例えば、人間の感情メーターをゼロにした時、それでも感じる感覚は「恐怖」「不安」です。これは本能的に感じるものだからです。
そして感情のメーターを戻していくと、今度は「うれしい」を感じるようになります。
その後さらにメーターをちょっと進めて、人はようやく「楽しい」「おもしろい」を感じることができます。
「楽しい」「おもしろい」が、それまでの感情と違うのは、「怖い」「うれしい」などが1ステップで感じることができるのに比べ、
「おもしろい」は、いったん取り入れてから頭の中で理解して咀嚼して、そしてようやく「おもしろい」と感じるからです。
読者の理解が必要になってくるのです。
読み手には易しく、書き手には難しい……
そんなことも踏まえつつ、せっかく今回は楽しい話題を書くので、気軽な気持ちで以下を読み進んでください。
とんちやユーモアには何が必要か
改めて、とんちとユーモアを紐解いてみますね。
●とんち……
機に応じて即座に(=頓)働く知恵。機知。●ユーモア……
人を和ませるような「おかしみ」のこと、上品なしゃれ。
今回次回のテーマで取り上げたいのは、「知恵や知識で人を和ませる」笑いのことです。読者の想像力や感覚、知識があって理解されるものです。
それは、文章全体で表現してもかまいませんし、1文だけクスッと笑える表現が入っていてもかまいません。大笑いでもいいし、気が利いている、と読者にニヤリと思わせるものでも、どちらもユーモアです。
ユーモアを書くには、これまでに何度もお伝えしてきた「読者視点」を意識して「楽しませる気持ち」が重要です。
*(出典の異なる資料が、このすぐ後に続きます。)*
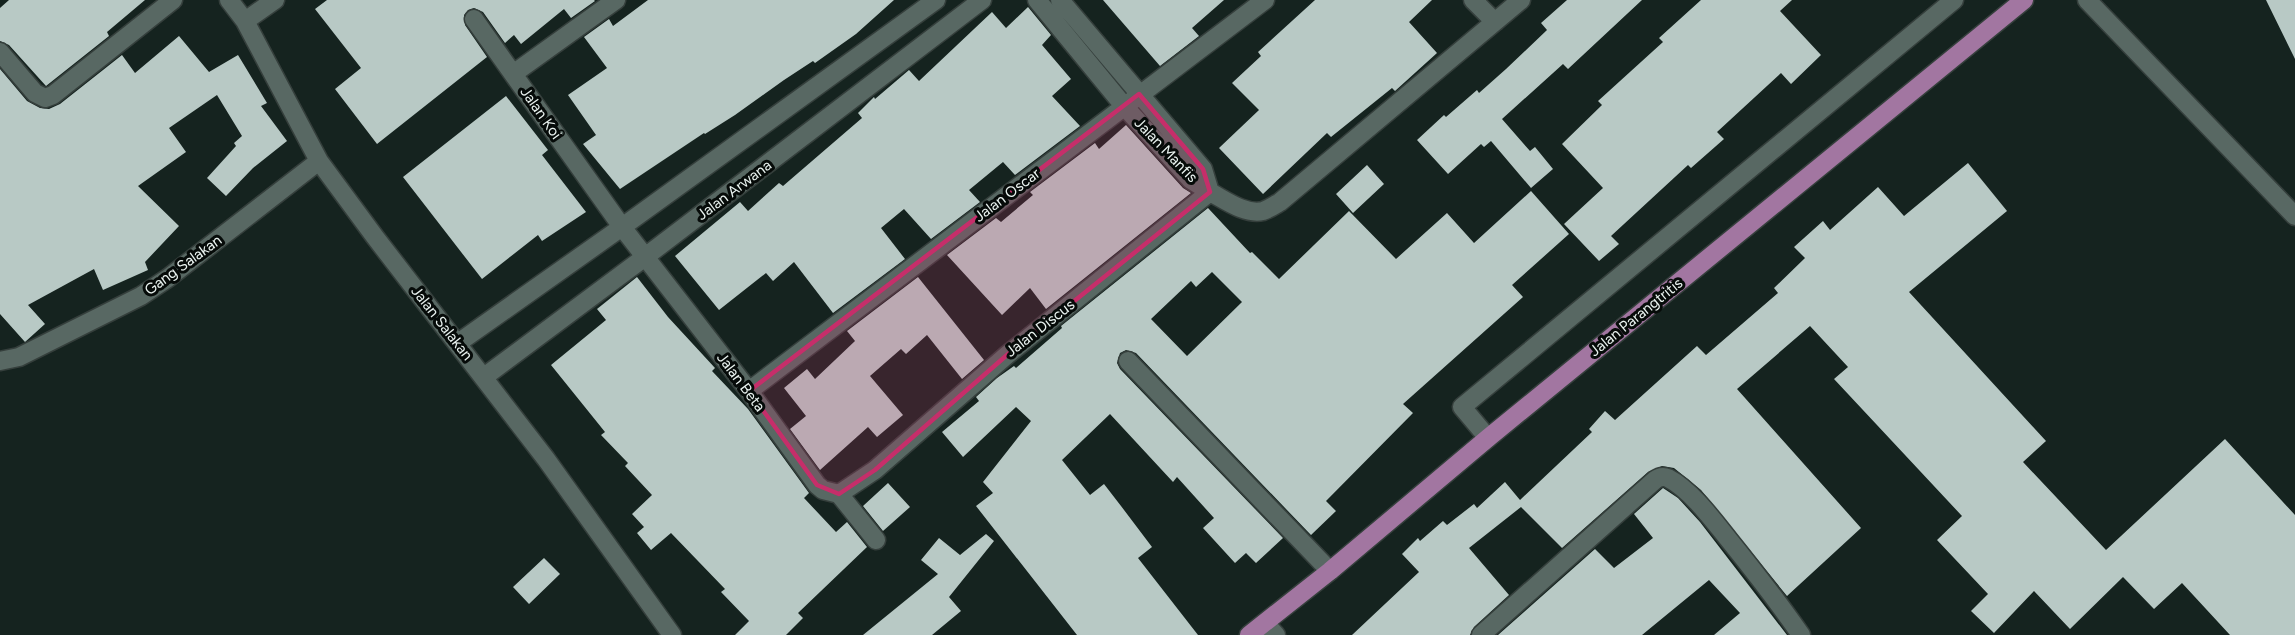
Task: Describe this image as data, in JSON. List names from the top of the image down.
{
  "streets": {
    "main road": ["Jalan Parangtritis"],
    "street": [
      "Jalan Koi",
      "Jalan Manfis",
      "Jalan Arwana",
      "Jalan Oscar",
      "Gang Salakan",
      "Jalan Salakan",
      "Jalan Discus",
      "Jalan Beta"
    ]
  },
  "crossings": [
    ["Jalan Koi", "Jalan Beta"],
    ["Jalan Manfis", "Jalan Oscar"],
    ["Jalan Manfis", "Jalan Discus"],
    ["Jalan Arwana", "Jalan Salakan"],
    ["Jalan Arwana", "Jalan Beta"],
    ["Jalan Oscar", "Jalan Beta"],
    ["Gang Salakan", "Jalan Salakan"],
    ["Jalan Discus", "Jalan Beta"]
  ]
}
「読者を楽しませようという気持ち」を忘れずにいきましょう。
とんちユーモアのパターン
文章におけるとんちユーモアのパターンは、ざっくり分けると2種類です。
- 話がおもしろい
- 文章(思考)がおもしろい
今回は、「話が面白い」のほうにチャレンジして頂きますので、以下にその手法を書いて行きますね。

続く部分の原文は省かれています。